Я узнал надтреснутый, жалкий голос Джании Очоян, матери маленького Очояна.

— Они кружат, потушив фары, — выдохнула еще Джания Очоян и затем, в тот самый миг, когда, казалось, собиралась пуститься в объяснения, вдруг что-то беззвучно залепетала. Она просто не могла что-либо к этому добавить.

Я представил себе, как по проспектам и улочкам со скоростью пешехода раскатывают грузовики, и эти фонари, которые на секунду пронзают тьму и тут же слепнут. Происходило нечто омерзительное, невыносимо мерзкое, я знал об этом, но никак не мог представить себе стены, людей, солдат. Сцена в голове никак не оживала. Ритуал убийства был мне еще слишком чужд, чтобы со всей четкостью породить во мне гнусные образы.

— Ты что-нибудь слышишь? — спросила Габриэла Бруна. — Слышишь, что происходит?

Шлюм продвинулся на полметра и снова замер как статуя, по-прежнему согнувшись в три погибели и опираясь на передние конечности.
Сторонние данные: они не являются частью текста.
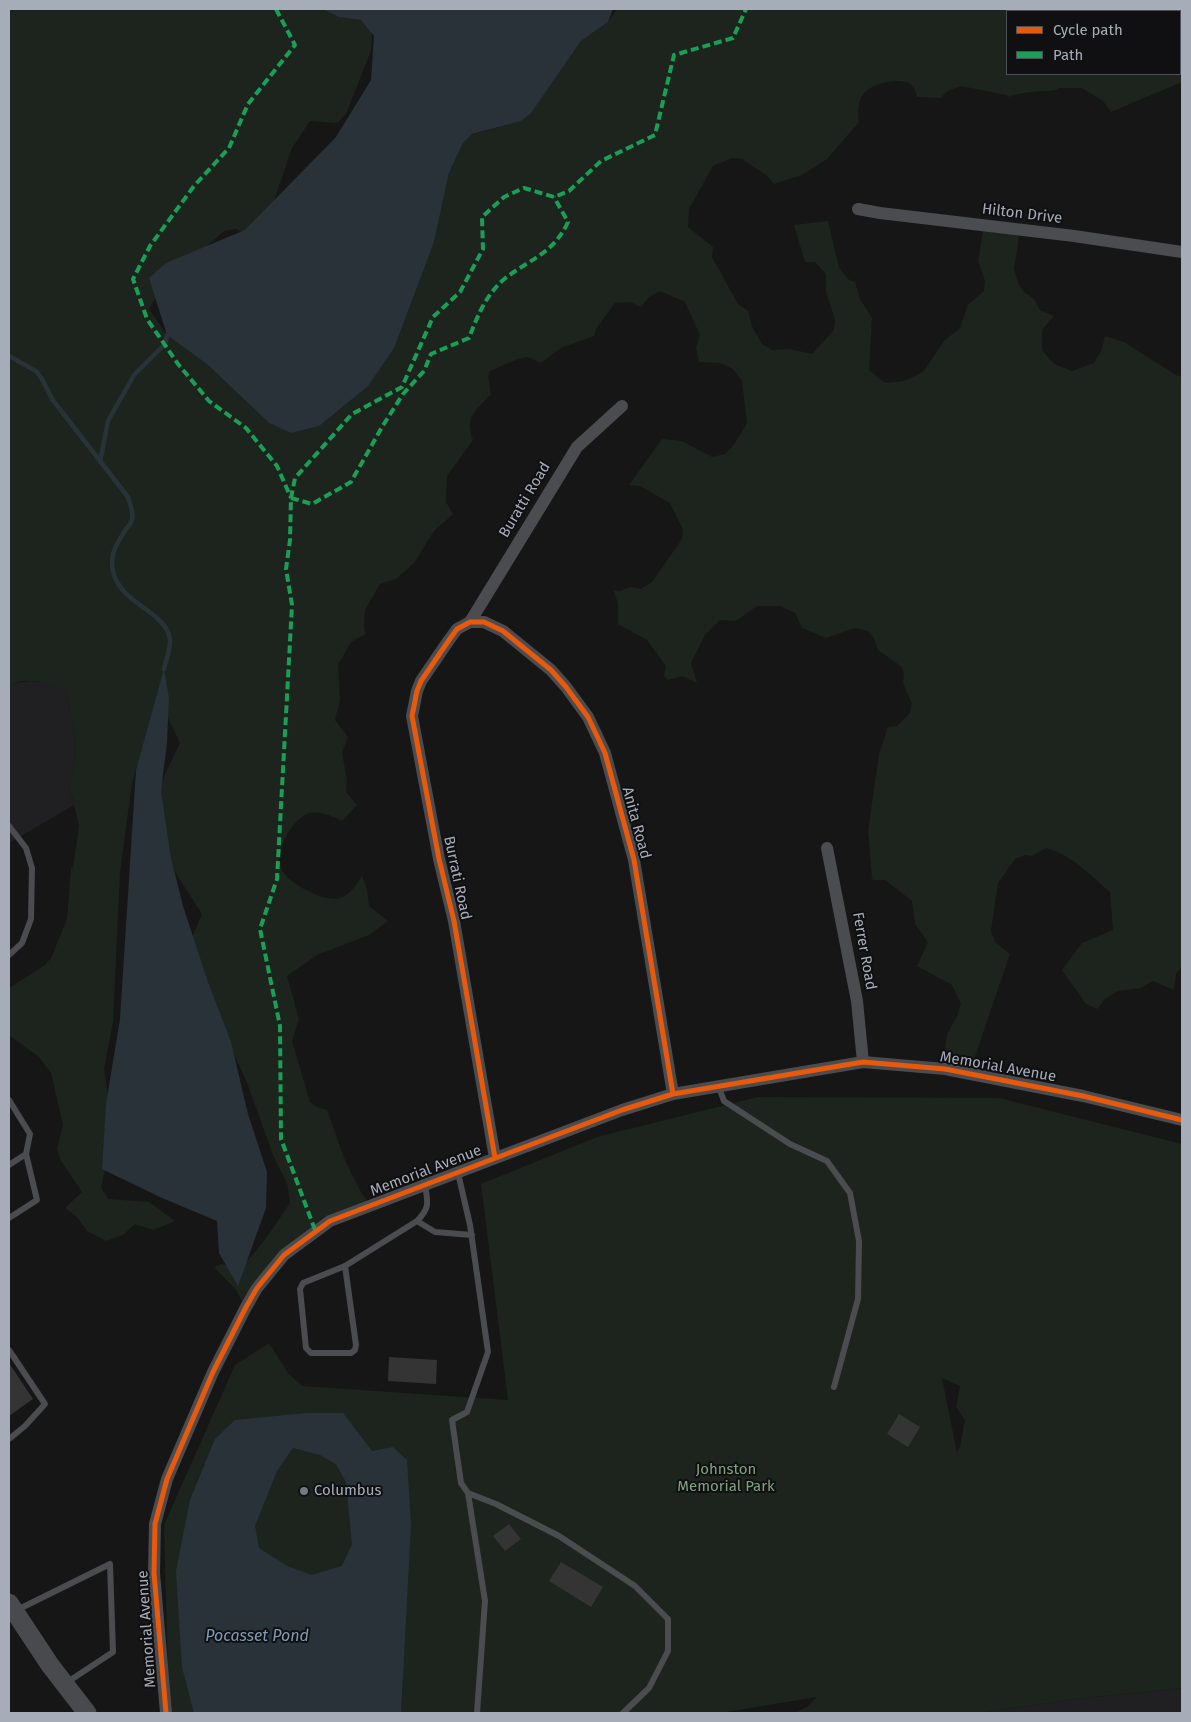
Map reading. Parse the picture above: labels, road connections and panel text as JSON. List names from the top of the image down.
{
  "streets": {
    "street": [
      "Hilton Drive",
      "Buratti Road",
      "Anita Road",
      "Burrati Road",
      "Ferrer Road",
      "Memorial Avenue"
    ]
  },
  "crossings": [
    ["Buratti Road", "Anita Road"],
    ["Buratti Road", "Burrati Road"],
    ["Anita Road", "Burrati Road"],
    ["Anita Road", "Memorial Avenue"],
    ["Burrati Road", "Memorial Avenue"],
    ["Ferrer Road", "Memorial Avenue"]
  ],
  "water": ["Pocasset Pond"],
  "parks": ["Johnston Memorial Park"],
  "places": ["Columbus"],
  "legend": ["Cycle path", "Path"]
}
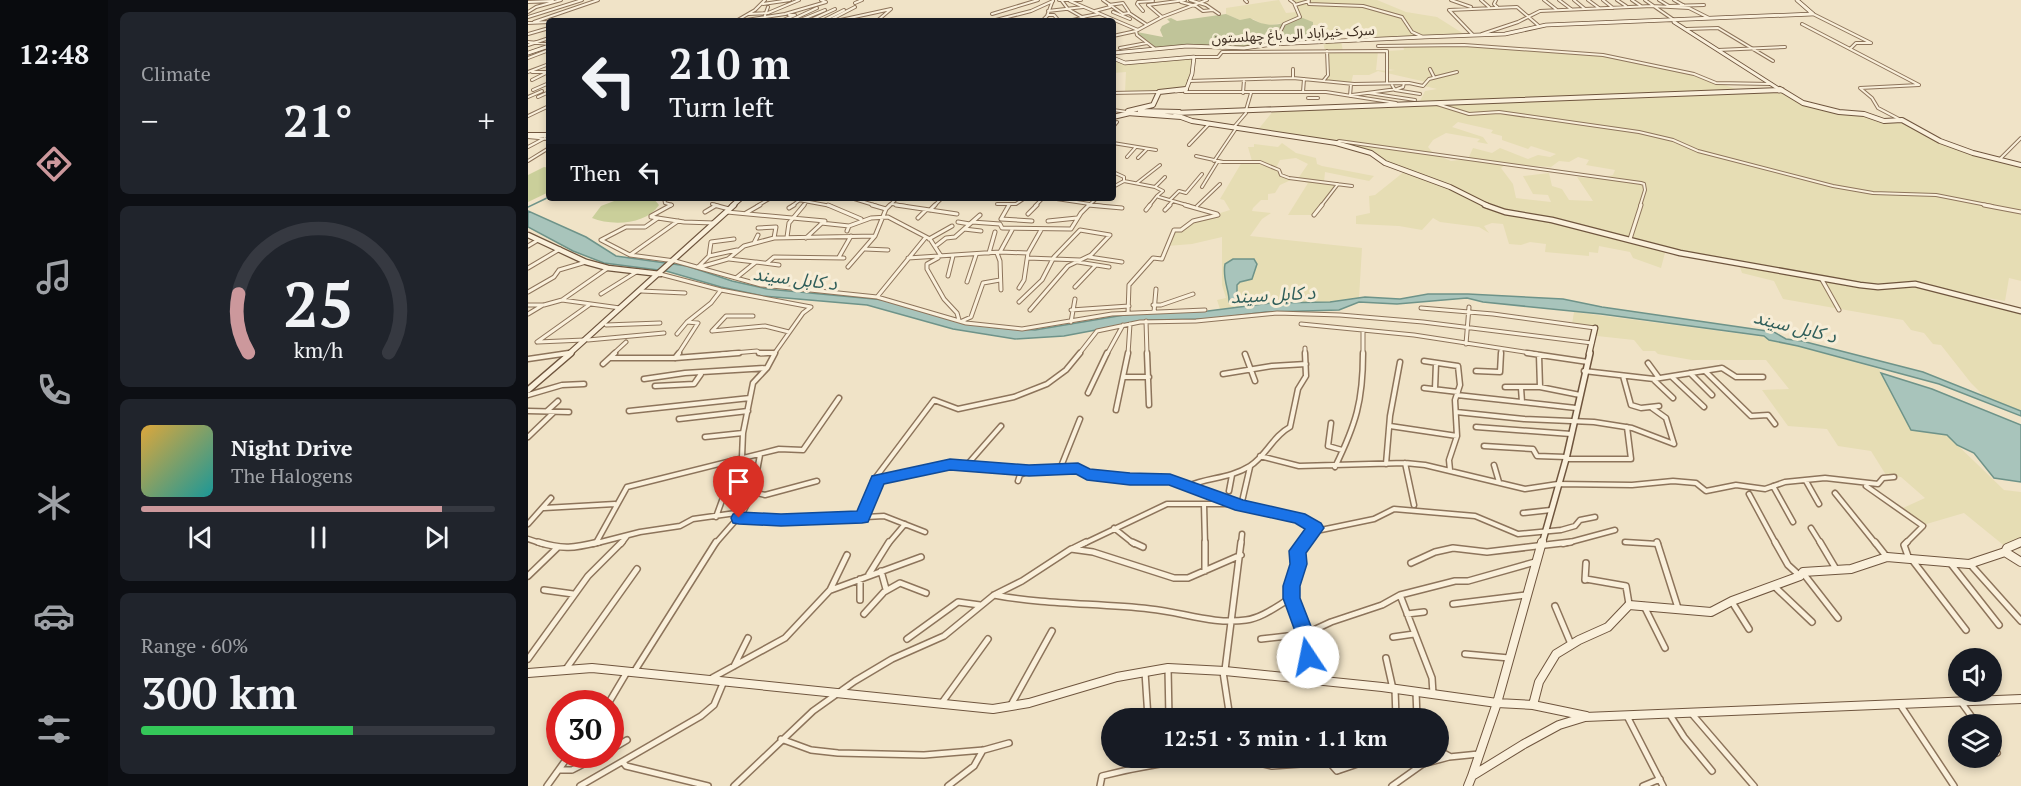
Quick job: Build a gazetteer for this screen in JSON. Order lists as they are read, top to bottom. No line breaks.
{"streets":{"main road":["سرک خیرآباد الی باغ چهلستون"]},"water":["د کابل سيند"],"page":{"tabs":"12:48","tile":["Climate",["Range · 60%","300 km"]],"turn":["210 m","Turn left"],"heat":["−","21°","+"],"then":"Then","song":["Night Drive","The Halogens"],"limit":"30","trip":"12:51 · 3 min · 1.1 km","gauge":["25","km/h"]}}
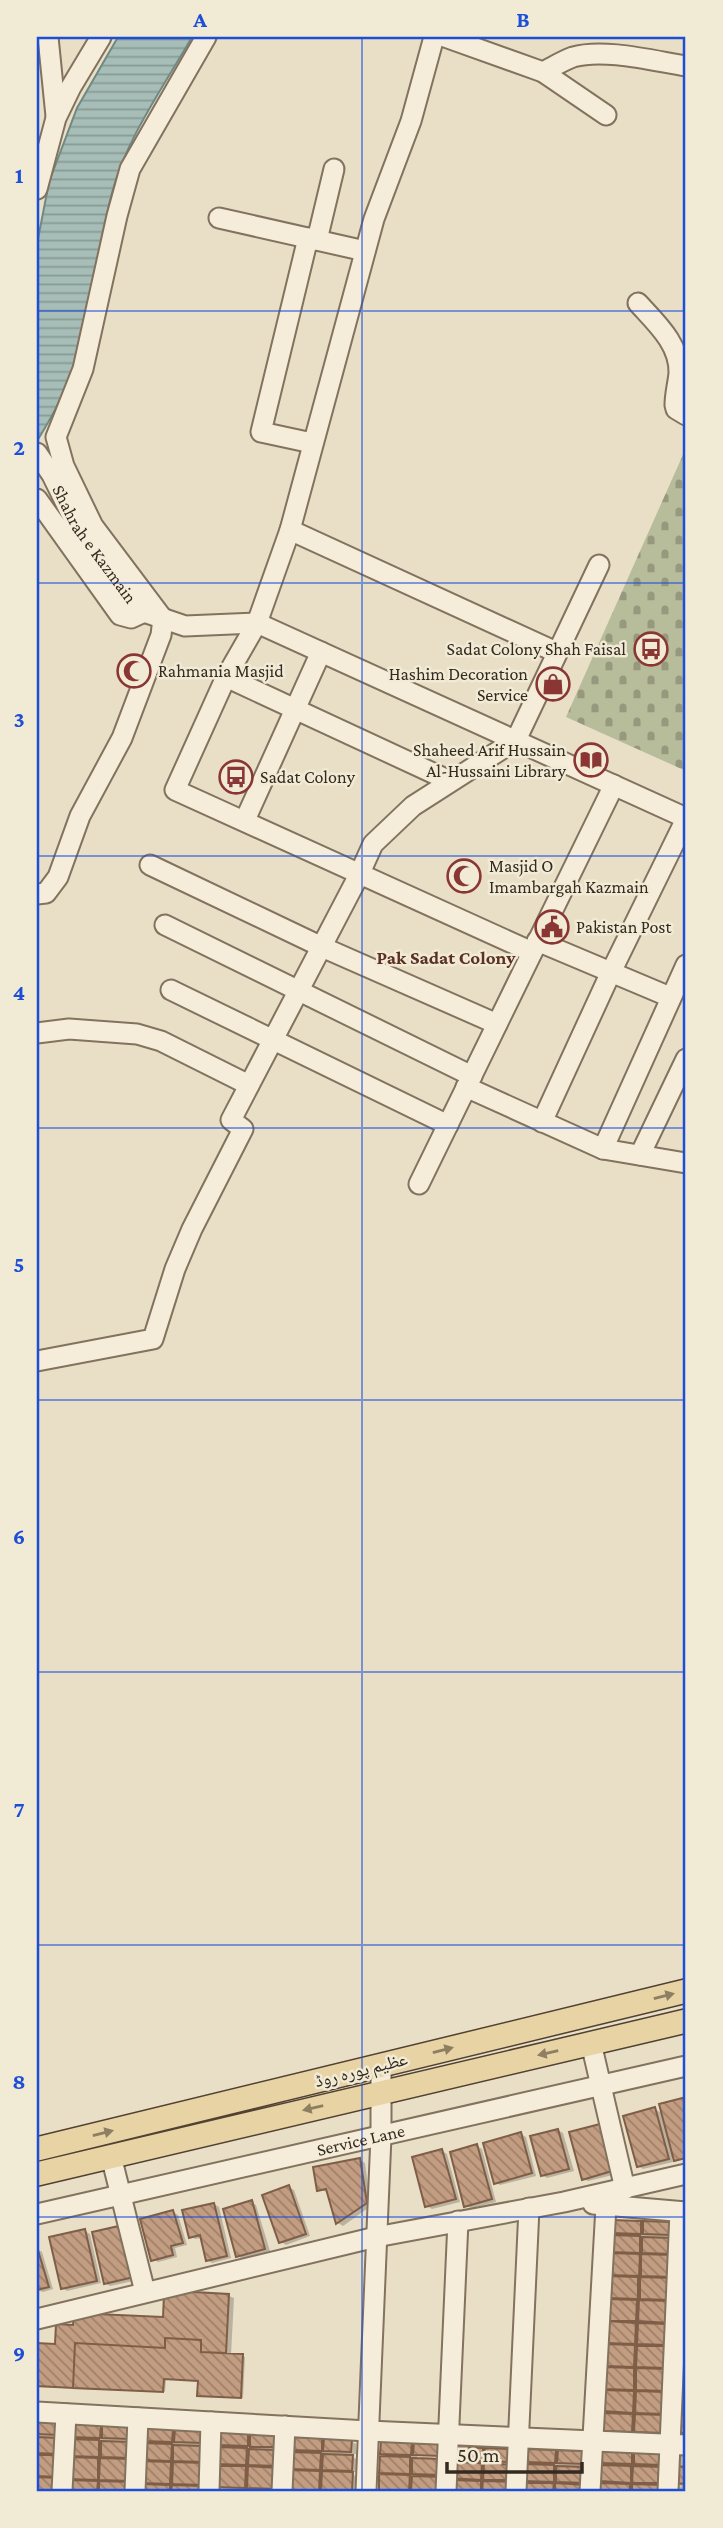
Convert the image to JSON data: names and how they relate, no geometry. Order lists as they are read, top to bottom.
{
  "streets": {
    "main road": ["عظیم پورہ روڈ"],
    "street": ["Shahrah e Kazmain", "Service Lane"]
  },
  "districts": ["Pak Sadat Colony"],
  "places": {
    "bus stop": ["Sadat Colony Shah Faisal", "Sadat Colony"],
    "mosque": ["Rahmania Masjid", "Masjid O Imambargah Kazmain"],
    "shop": ["Hashim Decoration Service"],
    "library": ["Shaheed Arif Hussain Al-Hussaini Library"],
    "public building": ["Pakistan Post"]
  },
  "scale_bar": "50 m",
  "grid": {
    "columns": ["A", "B"],
    "rows": [
      "1",
      "2",
      "3",
      "4",
      "5",
      "6",
      "7",
      "8",
      "9"
    ]
  }
}
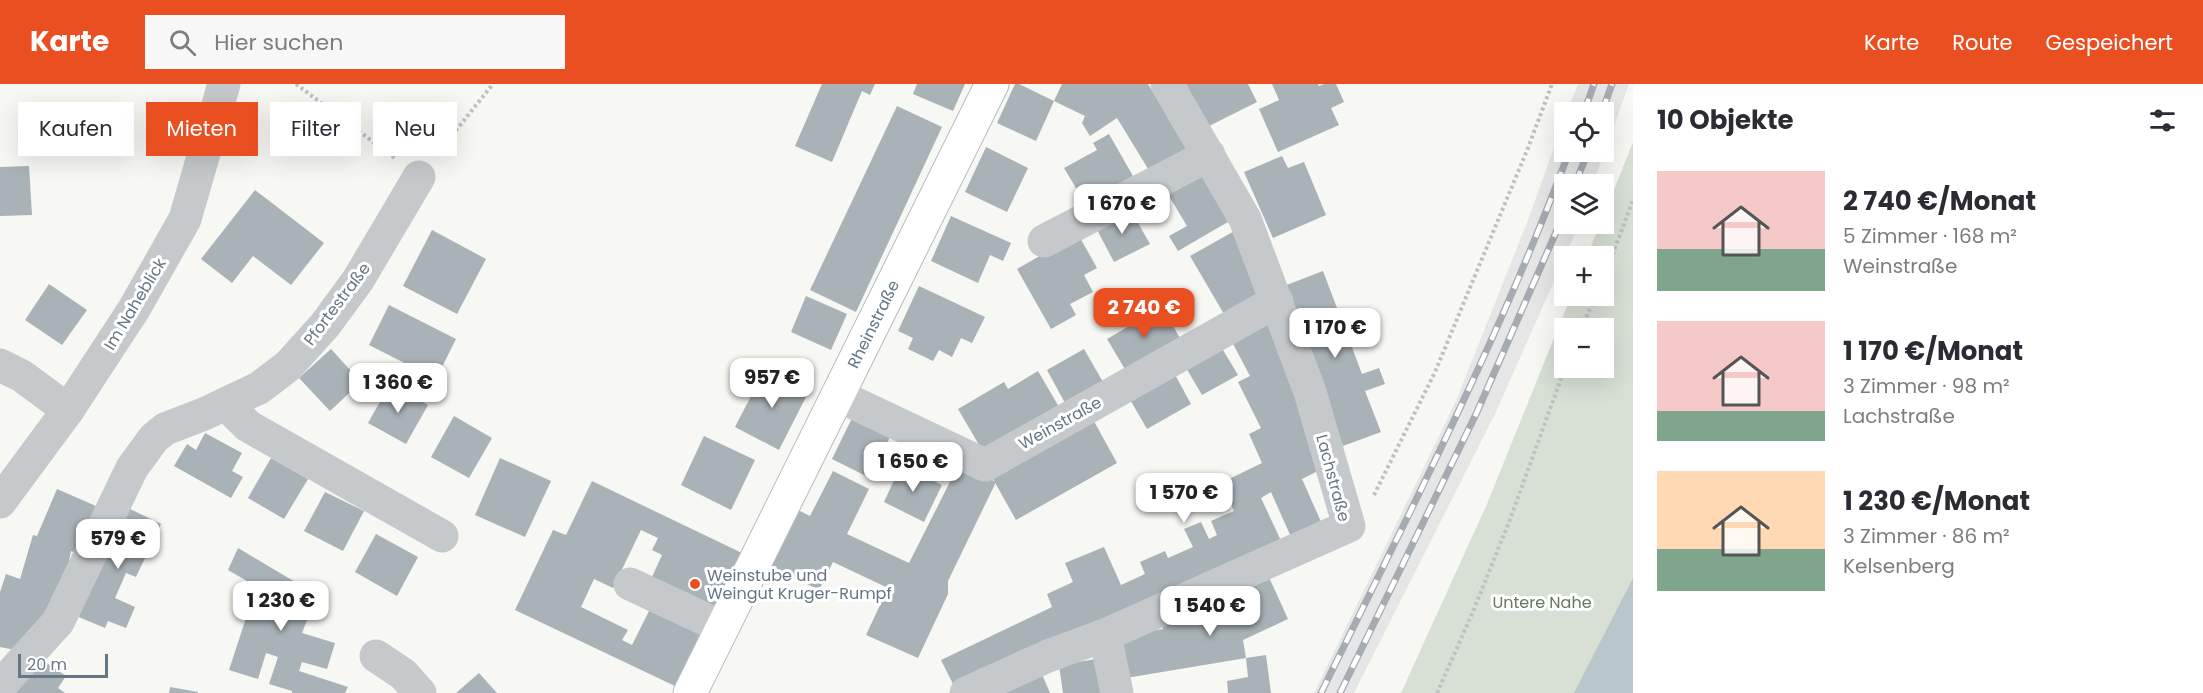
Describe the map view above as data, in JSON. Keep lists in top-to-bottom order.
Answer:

Теперь он мог куда лучше, чем мы, определить со своего места, нарастает опасность или нет. В глубине жилого отсека баржи было открыто окно, и вокруг нас сквозил куда более резкий, чем мы ощущали раньше, поток воздуха, как будто над Шамианой поднялся ветер, тогда как на самом деле ни над рекой, ни над городом не было ни дуновения.

Печку давно загасили. Рядом со мной дрожала Элиана Шюст. Она прижалась ко мне посильнее.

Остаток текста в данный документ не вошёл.